Copy every line of the records below where the word "translate" occurs.

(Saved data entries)
+++

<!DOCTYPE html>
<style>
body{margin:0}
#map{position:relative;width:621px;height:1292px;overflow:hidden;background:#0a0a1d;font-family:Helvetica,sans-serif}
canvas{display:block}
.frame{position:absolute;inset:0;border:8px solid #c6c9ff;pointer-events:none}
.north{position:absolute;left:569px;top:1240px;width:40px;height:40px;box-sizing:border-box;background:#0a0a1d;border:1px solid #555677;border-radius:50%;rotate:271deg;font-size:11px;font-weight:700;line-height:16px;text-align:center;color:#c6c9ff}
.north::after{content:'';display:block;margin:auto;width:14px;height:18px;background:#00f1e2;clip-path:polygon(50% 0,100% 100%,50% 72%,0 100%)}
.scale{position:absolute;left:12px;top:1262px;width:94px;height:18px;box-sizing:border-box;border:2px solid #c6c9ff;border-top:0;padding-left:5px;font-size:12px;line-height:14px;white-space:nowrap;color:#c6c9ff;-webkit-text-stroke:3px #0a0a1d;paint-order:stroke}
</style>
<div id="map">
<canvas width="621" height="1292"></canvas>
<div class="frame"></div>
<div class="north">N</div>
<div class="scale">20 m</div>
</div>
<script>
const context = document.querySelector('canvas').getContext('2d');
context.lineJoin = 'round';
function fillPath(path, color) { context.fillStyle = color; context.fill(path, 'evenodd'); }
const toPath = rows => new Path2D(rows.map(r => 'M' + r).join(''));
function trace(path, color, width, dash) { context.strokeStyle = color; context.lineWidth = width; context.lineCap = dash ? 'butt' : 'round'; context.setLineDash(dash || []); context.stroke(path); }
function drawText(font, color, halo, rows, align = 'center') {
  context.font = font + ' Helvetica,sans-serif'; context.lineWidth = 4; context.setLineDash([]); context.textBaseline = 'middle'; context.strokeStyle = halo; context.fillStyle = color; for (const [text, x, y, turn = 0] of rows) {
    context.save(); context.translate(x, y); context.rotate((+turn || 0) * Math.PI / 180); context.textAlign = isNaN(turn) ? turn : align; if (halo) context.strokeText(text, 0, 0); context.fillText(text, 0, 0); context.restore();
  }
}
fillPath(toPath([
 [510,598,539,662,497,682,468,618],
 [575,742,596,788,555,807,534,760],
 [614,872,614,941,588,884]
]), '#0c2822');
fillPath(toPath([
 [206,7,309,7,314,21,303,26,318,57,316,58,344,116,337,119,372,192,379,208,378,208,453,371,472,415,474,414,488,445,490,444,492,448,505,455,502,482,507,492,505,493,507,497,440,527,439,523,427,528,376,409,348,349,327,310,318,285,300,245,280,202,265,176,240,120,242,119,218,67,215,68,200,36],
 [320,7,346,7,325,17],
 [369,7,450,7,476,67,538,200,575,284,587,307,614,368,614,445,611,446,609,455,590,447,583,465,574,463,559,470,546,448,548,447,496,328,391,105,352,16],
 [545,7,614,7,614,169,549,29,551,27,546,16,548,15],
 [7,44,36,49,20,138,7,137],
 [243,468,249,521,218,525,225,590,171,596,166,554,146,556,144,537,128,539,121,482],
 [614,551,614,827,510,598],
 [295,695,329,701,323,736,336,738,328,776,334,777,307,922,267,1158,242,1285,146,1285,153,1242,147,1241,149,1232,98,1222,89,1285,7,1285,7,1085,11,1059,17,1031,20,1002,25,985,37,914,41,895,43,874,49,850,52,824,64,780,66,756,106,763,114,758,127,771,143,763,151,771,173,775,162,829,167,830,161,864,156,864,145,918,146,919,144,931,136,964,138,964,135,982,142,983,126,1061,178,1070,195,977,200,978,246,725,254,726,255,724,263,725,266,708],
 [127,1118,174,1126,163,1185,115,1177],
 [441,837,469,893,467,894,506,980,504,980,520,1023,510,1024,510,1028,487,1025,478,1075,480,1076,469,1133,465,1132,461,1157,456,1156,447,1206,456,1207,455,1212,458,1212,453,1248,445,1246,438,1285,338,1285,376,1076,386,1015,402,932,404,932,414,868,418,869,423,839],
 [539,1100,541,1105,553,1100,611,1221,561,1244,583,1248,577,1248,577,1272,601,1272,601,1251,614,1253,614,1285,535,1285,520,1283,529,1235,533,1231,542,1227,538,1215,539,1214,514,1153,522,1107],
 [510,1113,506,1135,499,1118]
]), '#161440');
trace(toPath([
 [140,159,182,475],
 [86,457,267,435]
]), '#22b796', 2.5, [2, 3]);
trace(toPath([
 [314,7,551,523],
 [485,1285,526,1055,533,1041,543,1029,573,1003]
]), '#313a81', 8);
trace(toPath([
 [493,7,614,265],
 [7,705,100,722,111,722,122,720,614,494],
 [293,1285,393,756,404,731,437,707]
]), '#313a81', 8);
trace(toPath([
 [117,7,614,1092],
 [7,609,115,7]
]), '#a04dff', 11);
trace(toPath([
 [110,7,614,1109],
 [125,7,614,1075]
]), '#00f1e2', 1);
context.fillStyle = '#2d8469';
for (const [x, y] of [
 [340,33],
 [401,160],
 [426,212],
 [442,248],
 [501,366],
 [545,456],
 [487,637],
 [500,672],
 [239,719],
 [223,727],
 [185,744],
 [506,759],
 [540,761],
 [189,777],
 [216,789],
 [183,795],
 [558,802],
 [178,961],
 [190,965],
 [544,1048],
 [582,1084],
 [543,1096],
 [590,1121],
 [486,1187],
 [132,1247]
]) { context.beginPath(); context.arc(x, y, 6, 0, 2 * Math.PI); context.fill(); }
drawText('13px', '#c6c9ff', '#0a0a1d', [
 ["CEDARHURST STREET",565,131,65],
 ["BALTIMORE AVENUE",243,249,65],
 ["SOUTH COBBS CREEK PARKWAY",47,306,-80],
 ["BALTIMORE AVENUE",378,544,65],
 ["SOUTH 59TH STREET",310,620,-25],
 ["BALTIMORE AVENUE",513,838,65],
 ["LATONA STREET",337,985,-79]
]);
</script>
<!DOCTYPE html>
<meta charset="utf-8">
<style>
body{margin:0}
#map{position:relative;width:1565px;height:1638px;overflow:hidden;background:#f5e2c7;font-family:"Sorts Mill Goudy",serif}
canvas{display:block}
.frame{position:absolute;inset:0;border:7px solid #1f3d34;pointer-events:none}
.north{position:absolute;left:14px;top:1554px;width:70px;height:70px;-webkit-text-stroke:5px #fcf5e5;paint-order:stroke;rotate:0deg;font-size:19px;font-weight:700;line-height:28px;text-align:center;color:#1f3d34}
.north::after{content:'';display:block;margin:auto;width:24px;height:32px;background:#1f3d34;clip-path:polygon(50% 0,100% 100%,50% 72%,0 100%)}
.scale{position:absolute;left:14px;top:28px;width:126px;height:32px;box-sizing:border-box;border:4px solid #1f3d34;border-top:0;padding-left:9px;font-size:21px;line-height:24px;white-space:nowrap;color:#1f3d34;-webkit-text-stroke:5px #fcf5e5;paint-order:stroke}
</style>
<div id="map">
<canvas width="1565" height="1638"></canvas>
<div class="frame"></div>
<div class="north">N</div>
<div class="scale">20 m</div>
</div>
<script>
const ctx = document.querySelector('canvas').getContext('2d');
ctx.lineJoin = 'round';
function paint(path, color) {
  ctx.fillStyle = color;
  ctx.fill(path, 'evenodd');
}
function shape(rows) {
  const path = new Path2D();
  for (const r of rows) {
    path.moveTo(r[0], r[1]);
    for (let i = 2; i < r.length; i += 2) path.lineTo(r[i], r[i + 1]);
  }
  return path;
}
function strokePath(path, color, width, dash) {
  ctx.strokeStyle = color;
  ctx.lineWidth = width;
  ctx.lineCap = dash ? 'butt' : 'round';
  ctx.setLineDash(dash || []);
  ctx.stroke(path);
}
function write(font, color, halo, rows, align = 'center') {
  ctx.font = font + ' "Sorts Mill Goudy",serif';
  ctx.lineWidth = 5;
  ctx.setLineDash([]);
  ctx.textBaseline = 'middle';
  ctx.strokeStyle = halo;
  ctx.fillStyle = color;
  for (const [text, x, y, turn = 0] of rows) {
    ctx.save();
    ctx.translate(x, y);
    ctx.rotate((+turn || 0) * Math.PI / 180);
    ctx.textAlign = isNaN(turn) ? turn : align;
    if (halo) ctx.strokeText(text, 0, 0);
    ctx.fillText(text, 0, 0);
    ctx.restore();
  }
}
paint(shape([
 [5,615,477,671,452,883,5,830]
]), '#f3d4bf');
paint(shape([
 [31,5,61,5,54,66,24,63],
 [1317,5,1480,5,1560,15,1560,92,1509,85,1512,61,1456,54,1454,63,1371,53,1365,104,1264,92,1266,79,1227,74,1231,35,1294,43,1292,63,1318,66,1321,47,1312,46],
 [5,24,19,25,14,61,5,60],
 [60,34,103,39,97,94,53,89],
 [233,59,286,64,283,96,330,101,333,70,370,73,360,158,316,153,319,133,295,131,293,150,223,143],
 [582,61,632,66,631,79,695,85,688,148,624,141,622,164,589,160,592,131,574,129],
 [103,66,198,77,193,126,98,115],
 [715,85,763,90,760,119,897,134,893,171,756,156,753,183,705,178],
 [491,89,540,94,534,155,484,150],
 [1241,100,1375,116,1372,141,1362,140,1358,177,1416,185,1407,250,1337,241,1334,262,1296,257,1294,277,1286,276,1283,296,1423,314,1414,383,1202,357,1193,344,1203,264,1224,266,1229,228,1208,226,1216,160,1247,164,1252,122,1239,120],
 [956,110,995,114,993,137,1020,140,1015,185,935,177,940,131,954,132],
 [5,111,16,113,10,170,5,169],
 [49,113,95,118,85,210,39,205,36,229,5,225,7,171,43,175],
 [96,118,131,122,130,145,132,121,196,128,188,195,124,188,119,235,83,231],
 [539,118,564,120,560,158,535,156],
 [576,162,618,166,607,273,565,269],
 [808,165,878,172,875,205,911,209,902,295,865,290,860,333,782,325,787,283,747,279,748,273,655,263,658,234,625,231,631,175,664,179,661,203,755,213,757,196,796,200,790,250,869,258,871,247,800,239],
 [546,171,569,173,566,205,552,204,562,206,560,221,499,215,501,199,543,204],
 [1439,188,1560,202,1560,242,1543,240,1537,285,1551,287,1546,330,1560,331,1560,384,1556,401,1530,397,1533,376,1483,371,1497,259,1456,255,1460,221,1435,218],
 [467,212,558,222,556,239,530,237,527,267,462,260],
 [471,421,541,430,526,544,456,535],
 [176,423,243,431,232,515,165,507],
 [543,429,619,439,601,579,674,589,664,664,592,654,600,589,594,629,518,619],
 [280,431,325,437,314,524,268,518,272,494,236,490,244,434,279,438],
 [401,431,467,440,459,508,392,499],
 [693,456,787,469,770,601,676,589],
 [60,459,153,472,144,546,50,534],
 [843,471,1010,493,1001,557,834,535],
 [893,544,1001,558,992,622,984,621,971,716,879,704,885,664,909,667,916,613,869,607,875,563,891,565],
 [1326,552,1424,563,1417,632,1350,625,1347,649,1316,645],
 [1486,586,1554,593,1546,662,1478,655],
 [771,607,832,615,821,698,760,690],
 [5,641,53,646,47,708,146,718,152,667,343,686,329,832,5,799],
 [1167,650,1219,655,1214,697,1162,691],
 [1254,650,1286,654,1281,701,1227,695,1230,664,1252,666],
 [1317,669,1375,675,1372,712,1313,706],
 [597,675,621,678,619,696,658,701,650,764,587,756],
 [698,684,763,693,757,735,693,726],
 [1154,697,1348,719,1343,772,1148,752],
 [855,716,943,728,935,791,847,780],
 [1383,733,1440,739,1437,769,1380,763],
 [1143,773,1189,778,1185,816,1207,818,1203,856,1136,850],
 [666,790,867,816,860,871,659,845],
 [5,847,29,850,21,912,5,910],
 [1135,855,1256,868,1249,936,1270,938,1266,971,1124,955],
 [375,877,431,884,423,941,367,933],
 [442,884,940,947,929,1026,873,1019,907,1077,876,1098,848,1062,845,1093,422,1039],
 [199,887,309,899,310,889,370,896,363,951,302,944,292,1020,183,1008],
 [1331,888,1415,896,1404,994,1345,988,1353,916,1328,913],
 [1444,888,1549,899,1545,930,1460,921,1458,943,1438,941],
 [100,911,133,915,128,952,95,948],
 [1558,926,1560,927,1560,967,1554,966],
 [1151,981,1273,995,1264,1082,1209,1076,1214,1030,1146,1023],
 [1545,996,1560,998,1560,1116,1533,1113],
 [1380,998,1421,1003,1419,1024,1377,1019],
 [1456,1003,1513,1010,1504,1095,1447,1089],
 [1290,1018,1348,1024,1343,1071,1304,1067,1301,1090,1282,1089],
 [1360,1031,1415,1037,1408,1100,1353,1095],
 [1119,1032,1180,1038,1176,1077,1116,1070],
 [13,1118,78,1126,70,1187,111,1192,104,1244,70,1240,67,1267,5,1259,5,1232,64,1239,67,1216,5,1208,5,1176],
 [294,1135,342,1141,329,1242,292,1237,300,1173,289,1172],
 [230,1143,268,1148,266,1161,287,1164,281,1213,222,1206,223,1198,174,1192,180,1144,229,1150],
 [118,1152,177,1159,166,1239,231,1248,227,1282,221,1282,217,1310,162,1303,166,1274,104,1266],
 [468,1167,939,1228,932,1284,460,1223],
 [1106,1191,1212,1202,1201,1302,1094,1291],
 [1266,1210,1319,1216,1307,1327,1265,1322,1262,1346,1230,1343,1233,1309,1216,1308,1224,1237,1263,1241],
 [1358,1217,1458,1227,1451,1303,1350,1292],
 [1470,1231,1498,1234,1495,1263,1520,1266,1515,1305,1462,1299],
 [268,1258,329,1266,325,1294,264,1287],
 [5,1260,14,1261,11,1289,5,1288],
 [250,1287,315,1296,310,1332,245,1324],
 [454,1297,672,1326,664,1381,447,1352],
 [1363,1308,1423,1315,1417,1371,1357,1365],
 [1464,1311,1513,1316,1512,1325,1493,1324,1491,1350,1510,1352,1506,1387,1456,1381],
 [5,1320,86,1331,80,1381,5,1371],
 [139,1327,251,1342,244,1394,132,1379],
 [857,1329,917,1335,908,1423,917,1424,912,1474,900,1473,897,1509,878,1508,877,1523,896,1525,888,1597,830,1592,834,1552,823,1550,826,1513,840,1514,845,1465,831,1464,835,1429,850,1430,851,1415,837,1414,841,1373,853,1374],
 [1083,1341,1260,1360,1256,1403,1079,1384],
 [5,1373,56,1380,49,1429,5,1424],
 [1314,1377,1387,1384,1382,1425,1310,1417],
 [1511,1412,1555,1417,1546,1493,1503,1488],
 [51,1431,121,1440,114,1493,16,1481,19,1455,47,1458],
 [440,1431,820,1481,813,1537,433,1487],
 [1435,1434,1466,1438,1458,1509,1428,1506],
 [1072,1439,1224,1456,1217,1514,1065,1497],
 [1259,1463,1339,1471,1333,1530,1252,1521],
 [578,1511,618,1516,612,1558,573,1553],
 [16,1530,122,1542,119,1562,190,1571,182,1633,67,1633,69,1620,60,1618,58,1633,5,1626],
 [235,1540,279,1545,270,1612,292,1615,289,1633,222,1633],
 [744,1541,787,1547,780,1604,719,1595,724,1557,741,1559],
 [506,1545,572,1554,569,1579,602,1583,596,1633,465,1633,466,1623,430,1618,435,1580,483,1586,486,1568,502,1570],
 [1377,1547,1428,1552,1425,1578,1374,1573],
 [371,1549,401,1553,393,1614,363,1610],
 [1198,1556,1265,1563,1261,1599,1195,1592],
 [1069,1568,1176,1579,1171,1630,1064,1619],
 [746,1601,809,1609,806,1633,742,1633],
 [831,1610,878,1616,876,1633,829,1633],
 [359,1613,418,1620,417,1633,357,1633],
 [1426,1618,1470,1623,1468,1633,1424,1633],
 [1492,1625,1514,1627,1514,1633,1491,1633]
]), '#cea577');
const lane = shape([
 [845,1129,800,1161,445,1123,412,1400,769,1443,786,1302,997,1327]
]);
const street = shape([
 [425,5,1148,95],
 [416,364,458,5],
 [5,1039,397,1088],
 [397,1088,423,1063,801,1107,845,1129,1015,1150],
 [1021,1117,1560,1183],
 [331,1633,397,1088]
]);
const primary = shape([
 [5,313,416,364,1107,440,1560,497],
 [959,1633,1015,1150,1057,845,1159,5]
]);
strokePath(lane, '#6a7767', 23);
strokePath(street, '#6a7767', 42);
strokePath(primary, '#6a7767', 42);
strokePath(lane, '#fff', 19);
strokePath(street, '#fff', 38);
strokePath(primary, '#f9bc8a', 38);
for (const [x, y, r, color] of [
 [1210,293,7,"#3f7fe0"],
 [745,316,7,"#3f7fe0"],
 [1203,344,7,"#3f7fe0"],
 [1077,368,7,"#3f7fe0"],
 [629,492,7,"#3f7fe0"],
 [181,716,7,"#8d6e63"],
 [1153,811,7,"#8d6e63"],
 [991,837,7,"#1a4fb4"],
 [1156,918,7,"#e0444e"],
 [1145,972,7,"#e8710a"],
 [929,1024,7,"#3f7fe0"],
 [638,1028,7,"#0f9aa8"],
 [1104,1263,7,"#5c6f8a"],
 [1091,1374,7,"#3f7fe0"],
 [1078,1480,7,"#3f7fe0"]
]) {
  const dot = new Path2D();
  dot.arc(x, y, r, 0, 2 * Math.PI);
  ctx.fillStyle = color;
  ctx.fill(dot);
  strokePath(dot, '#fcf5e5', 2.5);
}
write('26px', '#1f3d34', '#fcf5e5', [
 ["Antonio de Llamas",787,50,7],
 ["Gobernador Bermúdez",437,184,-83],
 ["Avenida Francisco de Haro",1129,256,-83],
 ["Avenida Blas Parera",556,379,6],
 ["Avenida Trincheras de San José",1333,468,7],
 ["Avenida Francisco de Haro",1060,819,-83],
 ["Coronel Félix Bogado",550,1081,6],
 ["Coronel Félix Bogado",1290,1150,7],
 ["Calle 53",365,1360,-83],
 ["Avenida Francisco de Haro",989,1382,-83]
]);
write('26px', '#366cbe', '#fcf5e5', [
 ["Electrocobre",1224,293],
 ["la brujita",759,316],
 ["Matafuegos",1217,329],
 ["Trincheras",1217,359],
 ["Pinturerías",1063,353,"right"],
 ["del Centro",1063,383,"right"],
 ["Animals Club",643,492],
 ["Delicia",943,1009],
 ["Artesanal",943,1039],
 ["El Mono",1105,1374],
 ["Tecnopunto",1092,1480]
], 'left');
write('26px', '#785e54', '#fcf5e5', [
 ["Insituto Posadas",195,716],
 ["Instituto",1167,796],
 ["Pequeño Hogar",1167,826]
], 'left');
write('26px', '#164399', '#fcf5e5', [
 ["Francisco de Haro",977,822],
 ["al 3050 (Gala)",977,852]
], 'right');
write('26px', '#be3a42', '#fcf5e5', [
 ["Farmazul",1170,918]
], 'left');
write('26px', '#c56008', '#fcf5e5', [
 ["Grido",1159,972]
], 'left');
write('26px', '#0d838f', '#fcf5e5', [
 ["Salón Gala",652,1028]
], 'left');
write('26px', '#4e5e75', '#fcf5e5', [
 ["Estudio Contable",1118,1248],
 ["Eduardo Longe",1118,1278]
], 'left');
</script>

+++

* YOUR SOLUTION:
    context.save(); context.translate(x, y); context.rotate((+turn || 0) * Math.PI / 180); context.textAlign = isNaN(turn) ? turn : align; if (halo) context.strokeText(text, 0, 0); context.fillText(text, 0, 0); context.restore();
    ctx.translate(x, y);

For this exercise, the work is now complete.